Tuesday, September 1, 2009

A RETURN TO "RIGHT VALUES" URGED

       Thai business leaders joined a vice dean of the University of Pennsylvania's Wharton School to give their views on leadership in challenging times at a conference last week, hosted by the Siam Cement Group. The Nation's Pichaya Changsorn reports.

       The world that is waiting for us is new and strange. Things have changed too far and too fast for anyone to fully comprehend those changes.
       So says Thomas Colligan, vice dean of Wharton School's Aresty Institute of Executive Education.
       "We are currently preparing students for jobs that don't yet exist using technologies that haven't been invented in order to solve problems we don't even know are problems yet," he said.
       Speaking on the topic "Leadership in a Changing World" at a Thailand Top Leaders' Forum hosted by the Siam Cement Group last week, Colligan drew on advice recently delivered to Wharton students by Google CEO Eric Schmidt.
       Schmidt said that very soon all of the world's information would be translated into all of the world's languages, so we will be able to find out what everybody really thinks. Moreover, we will be able to develop new insights into what other people care about, and they will be able to do the same with us.
       According to Colligan, Schmidt said that within 10 years, people would be able to have the equivalent of an iPod in their purse or on their belt holding 85 years of video.
       "This means that if it's given to you at birth, you're going to be frustrated all the time, because you'll never be done watching all the videos.
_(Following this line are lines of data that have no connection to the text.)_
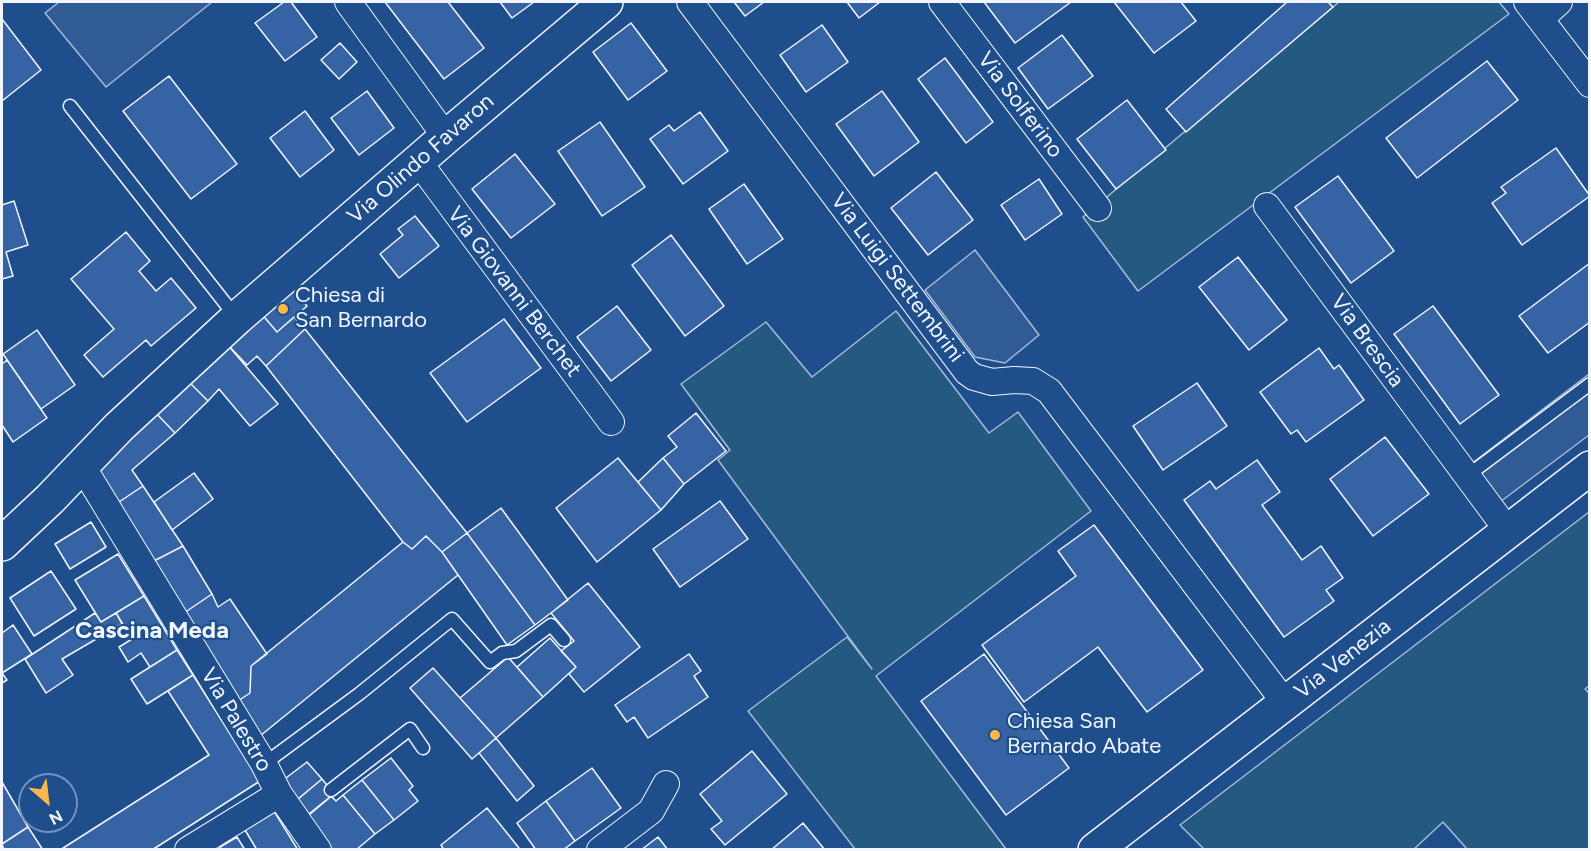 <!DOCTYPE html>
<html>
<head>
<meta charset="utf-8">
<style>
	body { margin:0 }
	#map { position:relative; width:1591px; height:851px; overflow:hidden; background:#1f4e8c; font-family:Figtree,sans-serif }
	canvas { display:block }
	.frame { position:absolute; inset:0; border:3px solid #f2f6ff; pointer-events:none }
	.north { position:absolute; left:18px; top:773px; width:60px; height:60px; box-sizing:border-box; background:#1f4e8c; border:2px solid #7391ba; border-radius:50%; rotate:152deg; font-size:16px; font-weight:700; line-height:24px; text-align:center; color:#f2f6ff }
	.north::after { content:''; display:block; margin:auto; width:21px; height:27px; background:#ffb74d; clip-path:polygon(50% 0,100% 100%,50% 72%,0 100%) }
</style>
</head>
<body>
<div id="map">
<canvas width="1591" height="851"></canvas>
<div class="frame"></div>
<div class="north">N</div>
</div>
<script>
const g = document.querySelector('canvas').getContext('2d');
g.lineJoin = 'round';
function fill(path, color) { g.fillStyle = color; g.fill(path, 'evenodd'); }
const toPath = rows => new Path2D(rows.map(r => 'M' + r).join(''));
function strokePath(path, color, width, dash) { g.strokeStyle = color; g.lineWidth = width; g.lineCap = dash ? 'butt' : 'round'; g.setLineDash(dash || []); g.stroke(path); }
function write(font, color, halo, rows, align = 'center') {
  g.font = font + ' Figtree,sans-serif'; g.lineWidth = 4.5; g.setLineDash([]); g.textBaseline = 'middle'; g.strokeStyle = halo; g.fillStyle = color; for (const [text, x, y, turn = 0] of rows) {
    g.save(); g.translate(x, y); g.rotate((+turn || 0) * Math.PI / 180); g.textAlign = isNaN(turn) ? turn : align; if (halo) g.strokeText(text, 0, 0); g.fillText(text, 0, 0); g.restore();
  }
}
const green = toPath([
	[1339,2,1499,2,1509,14,1138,291,1083,217,1339,2],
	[896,311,989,433,1018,412,1091,511,876,676,1006,849,855,849,748,711,847,637,872,669,718,460,730,450,681,384,766,322,812,377,896,311],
	[1589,512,1590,685,1585,689,1590,694,1589,849,1467,849,1443,822,1414,849,1204,849,1180,825,1589,512]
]);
fill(green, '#245a82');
strokePath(green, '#a8bbd7', 1.5);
const parking = toPath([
	[59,2,212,2,106,87,45,13,59,2],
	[975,250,1039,335,1005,363,975,357,925,290,975,250],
	[1589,374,1589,435,1500,502,1471,464,1589,374]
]);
fill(parking, '#305b95');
strokePath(parking, '#a8bbd7', 1.5);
const building = toPath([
	[284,2,291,2,317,37,285,61,255,23,284,2],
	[385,2,448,2,484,48,444,79,385,2],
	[500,2,534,2,512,18,500,2],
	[734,2,764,2,745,16,734,2],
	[847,2,880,2,859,18,847,2],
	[984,2,1071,2,1015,43,984,2],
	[1114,2,1181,2,1196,21,1154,53,1114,2],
	[1287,2,1328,2,1333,7,1186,132,1166,109,1287,2],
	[2,19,41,70,2,101,2,19],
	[631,23,667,71,628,100,593,52,631,23],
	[822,25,848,62,806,92,780,55,822,25],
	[1062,35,1093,76,1048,109,1018,68,1062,35],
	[340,43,357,62,339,79,321,60,340,43],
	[945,58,993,122,966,143,918,79,945,58],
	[1487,61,1518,100,1417,178,1386,138,1487,61],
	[169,76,237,164,191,199,123,111,169,76],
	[367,91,394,128,359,155,331,118,367,91],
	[882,91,919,142,874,176,836,124,882,91],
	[1127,100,1166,150,1116,189,1077,139,1127,100],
	[305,111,334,150,300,177,270,138,305,111],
	[700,112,728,151,683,184,650,139,669,125,674,131,700,112],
	[600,122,645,187,602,216,558,151,600,122],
	[1556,148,1590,196,1522,245,1492,203,1506,193,1501,187,1556,148],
	[515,154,555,204,511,238,472,189,515,154],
	[936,172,973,220,928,255,891,208,936,172],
	[1338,176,1394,251,1351,283,1295,207,1338,176],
	[1039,179,1062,214,1025,240,1001,205,1039,179],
	[744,184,783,239,747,264,709,209,744,184],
	[14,201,28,245,6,252,13,276,2,279,2,205,14,201],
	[415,216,439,246,399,278,380,254,403,235,398,229,415,216],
	[126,232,150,261,139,271,156,291,171,278,196,308,151,346,146,340,103,377,84,355,114,329,71,279,126,232],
	[671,235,724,306,685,336,632,265,671,235],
	[1238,257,1287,320,1249,350,1199,287,1238,257],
	[1590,263,1590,322,1548,353,1519,316,1590,263],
	[290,286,307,306,277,332,260,312,290,286],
	[617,306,651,350,611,381,577,337,617,306],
	[1433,306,1499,395,1460,424,1394,334,1433,306],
	[260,312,277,332,294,317,305,329,266,366,257,356,247,365,227,344,260,312],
	[504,319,541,368,467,422,430,373,504,319],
	[305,329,467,533,442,552,426,536,412,549,403,542,266,366,305,329],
	[37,330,75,385,41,409,3,354,37,330],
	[227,344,278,404,250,426,219,389,208,401,186,379,227,344],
	[1319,348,1334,369,1339,365,1364,400,1306,442,1297,430,1291,434,1260,392,1319,348],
	[7,360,47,418,13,442,2,425,2,364,7,360],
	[186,379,208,401,175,433,154,411,186,379],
	[1197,383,1227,426,1163,470,1133,426,1197,383],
	[154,411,175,433,132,470,143,486,116,504,99,476,105,452,154,411],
	[696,413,726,451,684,484,663,458,677,447,668,436,696,413],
	[1385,437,1429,494,1373,536,1330,479,1385,437],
	[618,458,661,510,597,562,556,508,618,458],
	[663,458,684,484,661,510,638,482,663,458],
	[1257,460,1280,492,1262,505,1302,560,1321,546,1343,578,1326,590,1334,601,1284,637,1184,500,1210,481,1216,489,1257,460],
	[194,473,213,499,172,530,154,502,194,473],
	[143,486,183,546,152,562,116,504,143,486],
	[720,501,748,539,680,587,653,549,720,501],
	[501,508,568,600,535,625,467,533,501,508],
	[91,522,106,547,70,569,55,544,91,522],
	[1094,525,1203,670,1147,712,1098,647,1024,702,982,645,1076,576,1058,551,1094,525],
	[467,533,535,625,507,645,442,552,467,533],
	[426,536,442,552,458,575,260,736,238,701,250,693,251,666,403,542,412,549,426,536],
	[183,546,212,594,184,613,152,562,183,546],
	[118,554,144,596,101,622,75,580,118,554],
	[51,571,76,609,34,636,10,598,51,571],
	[588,583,640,647,584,692,569,674,576,667,561,651,574,641,551,613,588,583],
	[212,594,218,607,230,599,267,654,251,666,250,693,238,701,184,613,212,594],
	[144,596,177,650,150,667,141,653,128,662,119,647,132,639,116,613,144,596],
	[95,613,101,622,116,613,122,624,62,659,73,675,46,693,25,659,95,613],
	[13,625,32,654,2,673,7,680,2,683,2,633,13,625],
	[550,638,576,667,543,697,517,667,550,638],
	[177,650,193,675,147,704,131,679,177,650],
	[689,654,701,671,694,676,708,697,648,738,634,717,627,722,615,705,689,654],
	[984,654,1069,768,1006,815,921,701,984,654],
	[508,657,543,697,496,738,460,698,508,657],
	[433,668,496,738,472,759,410,688,433,668],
	[193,675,260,781,152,850,60,850,209,755,168,691,193,675],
	[496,738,534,786,517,801,479,753,496,738],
	[752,751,787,794,725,845,711,829,722,821,700,794,752,751],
	[391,758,413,786,409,790,418,801,394,820,362,780,391,758],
	[307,762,322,779,293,803,278,784,307,762],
	[592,768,621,808,575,841,546,801,592,768],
	[322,779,334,794,303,820,291,805,322,779],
	[362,780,394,820,375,834,343,795,362,780],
	[2,782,28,827,2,844,2,782],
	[343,795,375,834,356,850,329,850,304,818,331,796,336,801,343,795],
	[546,801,575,841,563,850,536,850,517,823,546,801],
	[487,808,519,848,516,850,444,850,441,845,487,808],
	[274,811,298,850,257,850,245,830,274,811],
	[803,823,825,850,771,850,803,823],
	[28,827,43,850,4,850,2,844,28,827],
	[237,837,245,850,222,850,220,847,237,837],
	[658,837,668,850,641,850,658,837]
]);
fill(building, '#3563a3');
strokePath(building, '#f2f6ff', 1.5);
const lane = toPath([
	[70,106,236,317],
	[1467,476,1590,384],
	[264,764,359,694,452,619,490,662,502,653,516,651,551,625,564,640],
	[331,790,410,729,423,748]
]);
const street = toPath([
	[348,2,446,137],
	[690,2,967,372,974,377,992,382,1014,380,1033,381,1049,391,1286,704],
	[942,2,1098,208],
	[1527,2,1590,84],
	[1540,19,1559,2],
	[418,161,611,422],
	[1267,206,1508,531],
	[82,466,264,764,279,794,318,850],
	[188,850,279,794],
	[600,850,651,811,666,784]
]);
const secondary = toPath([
	[2,544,50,499,119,427,237,318,446,137,606,2],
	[1095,850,1590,468]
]);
strokePath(lane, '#f2f6ff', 15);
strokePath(street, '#f2f6ff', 28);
strokePath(secondary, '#f2f6ff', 36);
strokePath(lane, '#1f4e8c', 12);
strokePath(street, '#1f4e8c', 26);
strokePath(secondary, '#1f4e8c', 33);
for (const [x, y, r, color] of [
	[283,309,6,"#ffb74d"],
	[995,735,6,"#ffb74d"]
]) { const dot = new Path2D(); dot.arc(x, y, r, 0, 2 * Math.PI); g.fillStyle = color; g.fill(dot); strokePath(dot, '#1f4e8c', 2); }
write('22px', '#f2f6ff', '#1f4e8c', [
	["Via Solferino",1020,105,53],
	["Via Olindo Favaron",421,159,-41],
	["Via Luigi Settembrini",897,278,53],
	["Via Giovanni Berchet",514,292,53],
	["Via Brescia",1367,341,54],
	["Via Venezia",1343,659,-38],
	["Via Palestro",236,720,59]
]);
write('22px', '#f2f6ff', '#1f4e8c', [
	["Chiesa di",295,296],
	["San Bernardo",295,321],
	["Chiesa San",1007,722],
	["Bernardo Abate",1007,747]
], 'left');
write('bold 24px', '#f2f6ff', '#1f4e8c', [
	["Cascina Meda",152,631]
]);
</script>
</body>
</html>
That's how profound this technological revolution is."
       Still, in a world where everything is remembered and everything is kept forever, Schmidt told the Wharton students they should live for the future and the things they really cared about.
       "And in order to know that," Colligan said, continuing Schmidt's advice, "even the chief executive of Google said: 'You're going to have to turn off your computer. You're actually going to have to turn off your phone and discover all that is human around you'."
       To navigate change in this challenging period, the Wharton vice dean suggested business leaders get down to basics and attain the right values and right attitudes, such as keeping one's word, transparency, basic honesty and the courage to do the right thing.
       Leaders must seek points of view horizontally and vertically within their organisations and from outsiders, including customers, vendors and competitors, to help them make better decisions.
       "Don't forget that Tiger Woods has three coaches," he said.
       Human-resources professionals have a duty to provide the right leaders, with the right skills, at the right time, holding the right values and attitudes, and working much faster than before, he said. And in a changing world, executives should have "peripheral vision", with expertise in negotiation, persuasion and winning others over.
       Speaking at the same forum, Siam Cement Group (SCG) president and CEO Kan Trakulhoon said agility, or an ability to move rapidly and effectively, was a major challenge for leaders in current times because the strength of an organisation no longer guaranteed its survival.
       SCG is sticking to its four core business values - fairness, dedication to excellence, a belief in the value of the individual, and concern for social responsibility - even though it is embracing a more open and challenging culture in an effort to become an innovative organisation, he said.
       Kan urged Thai business leaders to prepare for "Asia rising" and adjust their pay scales in bid to tap talent from Western nations that would soon be moving to the region.
       Toyota Motor Thailand chairman Pramon Suthivong said his company had succeeded in its cost-reduction initiatives, introduced after the emergence of the global economic crisis late last year, mainly because of its ability to communicate and engage participation of staff at all levels.
       Last November, the company initiated a "Challenge the Change" campaign, encouraging staff to join forces in cutting costs. Among its first directions was that every department and unit explore redundant jobs, dissolve those functions and either move staff to newly established units that did jobs of more benefit and value or send them for retraining, he said.
       "SCG has succeeded because it has blended the good elements of the Western, Thai and Japanese cultures," Pramon said.
       Siam Commercial Bank's president Kannikar Chalitaporn said a "Change Programme" introduced by SCB eight years ago had made its staff familiar with change, so they were able to adjust well.
       Unlike SCG, which had a policy of "promoting and developing from within", Kannikar said it was sometimes necessary for SCB to take in veterans with "hands-on" experience in particular areas into which the bank was moving, rather than training novices from inside the bank.
       "Before hiring, we tell them straight: 'We're hiring you because you have something new the bank does not have. You must deliver on that point. If you don't, you're not worth the wage, and we would rather hire existing staff'," she said.
       Federation of Thai Industries chairman Santi Vilassakdanont, who is also a senior executive of the Saha Group, said people were a very important factor. The Saha Group has grown because its people trust one another.